Acknowledging dependence on God
Although we do not hear of Samson building altars or even memorials to mark any of his martial victories, at this point he acknowledged Gods direct intervention. "He called the name thereof, Enhakkore" (15.19) meaning "the callers spring". He could easily have put down his defeats of his enemies as being just a factor of his great strength, although to be fair to him we not read of him doing that (see 16.28), but his natural prowess could never have produced water in that way. The Lord Jesus said, and says, to his disciples, "Without me ye can do nothing" (Jn 15.5), and that "nothing" is absolute. When Jude wanted to commend his readers to the care of "the only wise God our Saviour", he was not thinking of all the great things that they might be enabled to do, but it was "unto him that is able to keep you from falling" (see Jude vv.24-25).

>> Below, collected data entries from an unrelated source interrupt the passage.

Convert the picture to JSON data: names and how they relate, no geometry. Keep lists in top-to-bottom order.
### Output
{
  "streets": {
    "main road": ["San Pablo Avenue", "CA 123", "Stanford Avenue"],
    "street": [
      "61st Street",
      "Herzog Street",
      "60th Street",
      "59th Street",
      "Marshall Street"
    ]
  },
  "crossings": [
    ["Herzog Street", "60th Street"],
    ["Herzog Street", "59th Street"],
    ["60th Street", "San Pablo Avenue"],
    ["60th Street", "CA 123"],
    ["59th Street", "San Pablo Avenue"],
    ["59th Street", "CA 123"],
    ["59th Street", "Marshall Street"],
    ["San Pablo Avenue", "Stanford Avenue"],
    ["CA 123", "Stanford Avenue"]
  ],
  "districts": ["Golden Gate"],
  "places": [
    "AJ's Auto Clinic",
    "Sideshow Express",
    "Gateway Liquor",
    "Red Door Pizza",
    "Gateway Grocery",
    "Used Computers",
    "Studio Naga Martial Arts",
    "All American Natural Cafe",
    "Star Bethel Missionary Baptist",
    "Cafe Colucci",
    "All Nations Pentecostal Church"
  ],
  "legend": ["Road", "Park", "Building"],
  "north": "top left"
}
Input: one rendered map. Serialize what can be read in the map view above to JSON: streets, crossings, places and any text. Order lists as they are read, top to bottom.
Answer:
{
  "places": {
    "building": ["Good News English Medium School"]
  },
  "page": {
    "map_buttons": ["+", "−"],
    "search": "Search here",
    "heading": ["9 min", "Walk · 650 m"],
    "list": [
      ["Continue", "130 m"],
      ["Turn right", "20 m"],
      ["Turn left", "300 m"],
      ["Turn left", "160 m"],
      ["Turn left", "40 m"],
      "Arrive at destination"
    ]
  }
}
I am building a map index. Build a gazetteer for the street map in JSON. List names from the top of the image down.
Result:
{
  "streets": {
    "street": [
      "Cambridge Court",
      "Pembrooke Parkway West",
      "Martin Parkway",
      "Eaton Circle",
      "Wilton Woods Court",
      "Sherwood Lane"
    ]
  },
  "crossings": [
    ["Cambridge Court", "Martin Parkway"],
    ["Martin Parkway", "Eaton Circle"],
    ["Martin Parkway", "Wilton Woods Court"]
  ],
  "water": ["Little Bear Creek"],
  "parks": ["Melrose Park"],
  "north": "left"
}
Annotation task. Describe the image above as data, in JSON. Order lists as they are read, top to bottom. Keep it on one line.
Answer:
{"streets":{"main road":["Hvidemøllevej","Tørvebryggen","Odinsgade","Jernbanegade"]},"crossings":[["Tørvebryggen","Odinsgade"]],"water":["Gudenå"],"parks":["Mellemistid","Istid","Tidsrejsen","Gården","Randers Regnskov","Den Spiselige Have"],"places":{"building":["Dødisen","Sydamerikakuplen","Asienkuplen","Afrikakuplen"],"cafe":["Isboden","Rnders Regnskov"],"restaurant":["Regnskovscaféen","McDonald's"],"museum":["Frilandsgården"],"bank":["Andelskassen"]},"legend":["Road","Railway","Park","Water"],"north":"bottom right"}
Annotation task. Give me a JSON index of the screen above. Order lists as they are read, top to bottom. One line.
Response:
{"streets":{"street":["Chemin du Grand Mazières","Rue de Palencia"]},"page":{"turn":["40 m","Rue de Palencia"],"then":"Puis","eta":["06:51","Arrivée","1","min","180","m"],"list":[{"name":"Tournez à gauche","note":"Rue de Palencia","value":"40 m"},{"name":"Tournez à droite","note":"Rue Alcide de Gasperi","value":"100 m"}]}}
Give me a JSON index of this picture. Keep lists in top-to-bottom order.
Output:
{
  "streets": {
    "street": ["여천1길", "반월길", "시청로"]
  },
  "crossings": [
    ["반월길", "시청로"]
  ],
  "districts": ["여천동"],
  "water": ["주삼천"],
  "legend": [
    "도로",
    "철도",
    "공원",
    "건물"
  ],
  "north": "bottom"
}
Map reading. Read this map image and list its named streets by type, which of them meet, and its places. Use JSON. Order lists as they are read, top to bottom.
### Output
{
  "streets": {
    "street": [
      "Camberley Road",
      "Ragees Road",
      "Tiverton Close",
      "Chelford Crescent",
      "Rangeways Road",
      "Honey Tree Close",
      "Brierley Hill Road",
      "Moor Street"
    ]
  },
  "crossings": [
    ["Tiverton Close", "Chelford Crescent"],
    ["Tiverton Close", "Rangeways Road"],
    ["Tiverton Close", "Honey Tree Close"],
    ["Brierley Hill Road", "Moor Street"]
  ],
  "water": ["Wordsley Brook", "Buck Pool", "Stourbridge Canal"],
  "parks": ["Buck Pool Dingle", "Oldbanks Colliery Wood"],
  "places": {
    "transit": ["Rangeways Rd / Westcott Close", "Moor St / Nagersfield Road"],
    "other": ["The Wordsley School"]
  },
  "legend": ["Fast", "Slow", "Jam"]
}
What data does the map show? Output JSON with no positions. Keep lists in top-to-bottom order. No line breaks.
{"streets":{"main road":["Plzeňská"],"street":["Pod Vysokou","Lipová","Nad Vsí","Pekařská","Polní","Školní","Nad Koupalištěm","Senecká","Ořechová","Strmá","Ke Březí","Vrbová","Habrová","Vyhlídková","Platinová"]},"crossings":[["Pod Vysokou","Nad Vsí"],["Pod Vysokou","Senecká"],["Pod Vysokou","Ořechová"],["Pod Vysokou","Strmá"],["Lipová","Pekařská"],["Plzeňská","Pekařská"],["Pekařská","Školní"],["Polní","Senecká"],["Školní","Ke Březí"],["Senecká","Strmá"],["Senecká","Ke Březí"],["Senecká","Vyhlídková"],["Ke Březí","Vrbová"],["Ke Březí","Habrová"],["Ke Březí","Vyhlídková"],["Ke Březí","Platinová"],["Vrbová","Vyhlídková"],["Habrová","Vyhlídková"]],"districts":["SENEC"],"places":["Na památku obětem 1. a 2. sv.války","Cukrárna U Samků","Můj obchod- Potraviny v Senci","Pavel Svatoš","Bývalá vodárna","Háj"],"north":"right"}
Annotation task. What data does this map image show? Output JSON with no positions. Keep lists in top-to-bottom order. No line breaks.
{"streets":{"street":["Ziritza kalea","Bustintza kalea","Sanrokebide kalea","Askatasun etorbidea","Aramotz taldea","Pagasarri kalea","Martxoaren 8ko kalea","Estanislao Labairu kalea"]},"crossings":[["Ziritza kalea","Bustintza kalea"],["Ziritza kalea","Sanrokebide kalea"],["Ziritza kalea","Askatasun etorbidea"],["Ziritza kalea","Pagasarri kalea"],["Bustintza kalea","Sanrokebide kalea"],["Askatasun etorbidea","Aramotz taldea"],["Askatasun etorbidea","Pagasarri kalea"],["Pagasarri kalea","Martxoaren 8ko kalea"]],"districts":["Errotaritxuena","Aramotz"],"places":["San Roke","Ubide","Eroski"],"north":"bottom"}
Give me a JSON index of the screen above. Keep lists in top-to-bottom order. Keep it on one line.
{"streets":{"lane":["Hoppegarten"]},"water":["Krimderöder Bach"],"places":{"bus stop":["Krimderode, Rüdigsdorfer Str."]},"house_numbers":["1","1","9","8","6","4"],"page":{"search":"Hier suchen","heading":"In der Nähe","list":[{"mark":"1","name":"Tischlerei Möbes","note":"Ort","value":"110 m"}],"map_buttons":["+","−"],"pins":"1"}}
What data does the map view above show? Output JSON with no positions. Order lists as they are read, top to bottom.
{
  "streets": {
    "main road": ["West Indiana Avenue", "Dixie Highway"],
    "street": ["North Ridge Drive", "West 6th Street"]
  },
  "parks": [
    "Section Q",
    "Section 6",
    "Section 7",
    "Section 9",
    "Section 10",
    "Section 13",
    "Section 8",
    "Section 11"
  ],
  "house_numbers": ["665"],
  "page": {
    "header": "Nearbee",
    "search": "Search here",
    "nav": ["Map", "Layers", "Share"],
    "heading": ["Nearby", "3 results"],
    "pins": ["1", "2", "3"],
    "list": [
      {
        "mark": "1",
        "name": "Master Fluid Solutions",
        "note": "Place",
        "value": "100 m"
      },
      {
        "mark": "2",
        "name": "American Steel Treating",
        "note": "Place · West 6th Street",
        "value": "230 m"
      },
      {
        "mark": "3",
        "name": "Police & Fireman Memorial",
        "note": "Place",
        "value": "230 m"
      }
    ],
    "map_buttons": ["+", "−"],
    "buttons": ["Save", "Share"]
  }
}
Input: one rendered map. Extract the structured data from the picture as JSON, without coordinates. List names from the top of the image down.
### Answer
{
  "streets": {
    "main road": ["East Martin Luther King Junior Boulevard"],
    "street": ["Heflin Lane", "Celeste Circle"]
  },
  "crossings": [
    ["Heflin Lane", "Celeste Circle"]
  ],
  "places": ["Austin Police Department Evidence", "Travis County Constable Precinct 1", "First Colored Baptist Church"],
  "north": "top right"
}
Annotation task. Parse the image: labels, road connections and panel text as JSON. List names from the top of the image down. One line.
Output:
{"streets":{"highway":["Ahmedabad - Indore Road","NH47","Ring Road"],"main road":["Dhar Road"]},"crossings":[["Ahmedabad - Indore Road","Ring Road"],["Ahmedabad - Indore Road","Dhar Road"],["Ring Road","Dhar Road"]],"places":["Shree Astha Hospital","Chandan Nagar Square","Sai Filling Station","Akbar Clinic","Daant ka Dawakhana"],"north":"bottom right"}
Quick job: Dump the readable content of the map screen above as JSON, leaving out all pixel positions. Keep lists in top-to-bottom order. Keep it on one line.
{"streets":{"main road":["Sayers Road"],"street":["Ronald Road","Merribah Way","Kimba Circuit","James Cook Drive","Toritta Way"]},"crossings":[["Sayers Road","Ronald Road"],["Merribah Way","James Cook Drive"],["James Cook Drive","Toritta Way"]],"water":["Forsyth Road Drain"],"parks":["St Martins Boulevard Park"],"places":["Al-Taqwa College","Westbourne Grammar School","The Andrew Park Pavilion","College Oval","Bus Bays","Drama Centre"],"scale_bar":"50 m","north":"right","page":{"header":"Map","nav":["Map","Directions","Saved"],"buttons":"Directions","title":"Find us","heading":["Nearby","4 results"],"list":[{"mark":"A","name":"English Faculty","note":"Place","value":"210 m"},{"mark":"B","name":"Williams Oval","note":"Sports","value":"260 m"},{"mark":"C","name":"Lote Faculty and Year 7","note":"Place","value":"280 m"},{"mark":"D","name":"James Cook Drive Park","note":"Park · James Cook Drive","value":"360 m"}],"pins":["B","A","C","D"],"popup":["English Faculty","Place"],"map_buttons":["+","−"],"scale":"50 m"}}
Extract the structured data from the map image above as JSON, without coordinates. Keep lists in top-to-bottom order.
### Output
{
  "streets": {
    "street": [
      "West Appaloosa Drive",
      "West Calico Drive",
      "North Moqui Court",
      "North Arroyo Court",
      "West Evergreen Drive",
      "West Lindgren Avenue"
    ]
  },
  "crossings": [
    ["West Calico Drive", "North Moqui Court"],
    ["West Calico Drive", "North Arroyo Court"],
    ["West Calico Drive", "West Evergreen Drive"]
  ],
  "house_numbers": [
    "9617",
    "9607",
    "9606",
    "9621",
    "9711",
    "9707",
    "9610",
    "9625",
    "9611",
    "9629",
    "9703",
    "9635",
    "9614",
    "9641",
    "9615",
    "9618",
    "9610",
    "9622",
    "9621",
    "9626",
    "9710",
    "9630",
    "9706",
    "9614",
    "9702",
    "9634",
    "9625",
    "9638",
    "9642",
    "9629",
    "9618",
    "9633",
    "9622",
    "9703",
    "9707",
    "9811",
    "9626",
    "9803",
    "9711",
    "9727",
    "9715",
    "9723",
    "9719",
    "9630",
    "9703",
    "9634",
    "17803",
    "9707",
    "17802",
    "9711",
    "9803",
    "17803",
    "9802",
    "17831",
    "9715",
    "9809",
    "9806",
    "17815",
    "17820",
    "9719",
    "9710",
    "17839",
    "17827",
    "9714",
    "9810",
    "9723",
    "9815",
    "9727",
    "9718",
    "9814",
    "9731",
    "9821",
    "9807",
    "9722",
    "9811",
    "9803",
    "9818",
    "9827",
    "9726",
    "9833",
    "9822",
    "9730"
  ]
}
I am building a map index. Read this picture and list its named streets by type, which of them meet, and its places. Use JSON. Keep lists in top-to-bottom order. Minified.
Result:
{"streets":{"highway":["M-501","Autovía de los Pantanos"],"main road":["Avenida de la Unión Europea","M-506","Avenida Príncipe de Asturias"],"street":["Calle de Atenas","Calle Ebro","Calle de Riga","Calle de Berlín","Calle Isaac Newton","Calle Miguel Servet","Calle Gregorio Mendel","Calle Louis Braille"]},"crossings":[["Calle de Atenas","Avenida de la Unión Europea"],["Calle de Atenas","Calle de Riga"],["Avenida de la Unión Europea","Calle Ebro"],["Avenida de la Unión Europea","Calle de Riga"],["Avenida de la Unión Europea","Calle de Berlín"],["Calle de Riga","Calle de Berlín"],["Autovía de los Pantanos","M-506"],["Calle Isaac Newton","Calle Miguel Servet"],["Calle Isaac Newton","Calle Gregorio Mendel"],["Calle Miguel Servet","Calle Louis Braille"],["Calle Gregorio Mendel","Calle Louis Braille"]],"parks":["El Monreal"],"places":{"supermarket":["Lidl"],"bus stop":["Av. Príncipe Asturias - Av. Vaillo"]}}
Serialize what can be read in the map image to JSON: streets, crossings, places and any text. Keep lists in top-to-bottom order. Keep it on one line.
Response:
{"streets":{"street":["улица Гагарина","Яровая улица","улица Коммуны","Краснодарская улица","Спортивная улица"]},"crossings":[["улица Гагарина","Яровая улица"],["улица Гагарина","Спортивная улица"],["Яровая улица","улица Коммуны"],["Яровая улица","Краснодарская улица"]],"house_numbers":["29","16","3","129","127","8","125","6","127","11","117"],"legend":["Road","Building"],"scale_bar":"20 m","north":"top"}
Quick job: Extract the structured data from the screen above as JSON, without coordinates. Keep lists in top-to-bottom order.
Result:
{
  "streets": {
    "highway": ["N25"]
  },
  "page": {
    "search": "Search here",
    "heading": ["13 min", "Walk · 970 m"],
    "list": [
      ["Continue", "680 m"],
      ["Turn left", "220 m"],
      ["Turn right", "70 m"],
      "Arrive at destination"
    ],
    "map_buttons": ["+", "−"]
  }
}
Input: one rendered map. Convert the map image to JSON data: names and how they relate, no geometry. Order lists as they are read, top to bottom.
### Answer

That is the greatest blessing of all; it is what the Lord Jesus spoke of to his Father - "Those that thou gavest me I have kept, and none of them is lost, but the son of perdition" (Jn 17.12). We may, by our willingness, or unwillingness, to be cooperative, have an effect on the measure of spiritual activities in which we engage, but when it comes to being sustained in our Christian experience we are totally dependent on the Lord Jesus. Paul, having declared his assurance that " the Lord shall deliver me from every evil work, and will preserve me unto his heavenly kingdom", gives his response to such preservation with the words, "to whom be glory for ever and ever", and if we feel as he did we will want now to join in his "Amen" (2 Tim 4.18).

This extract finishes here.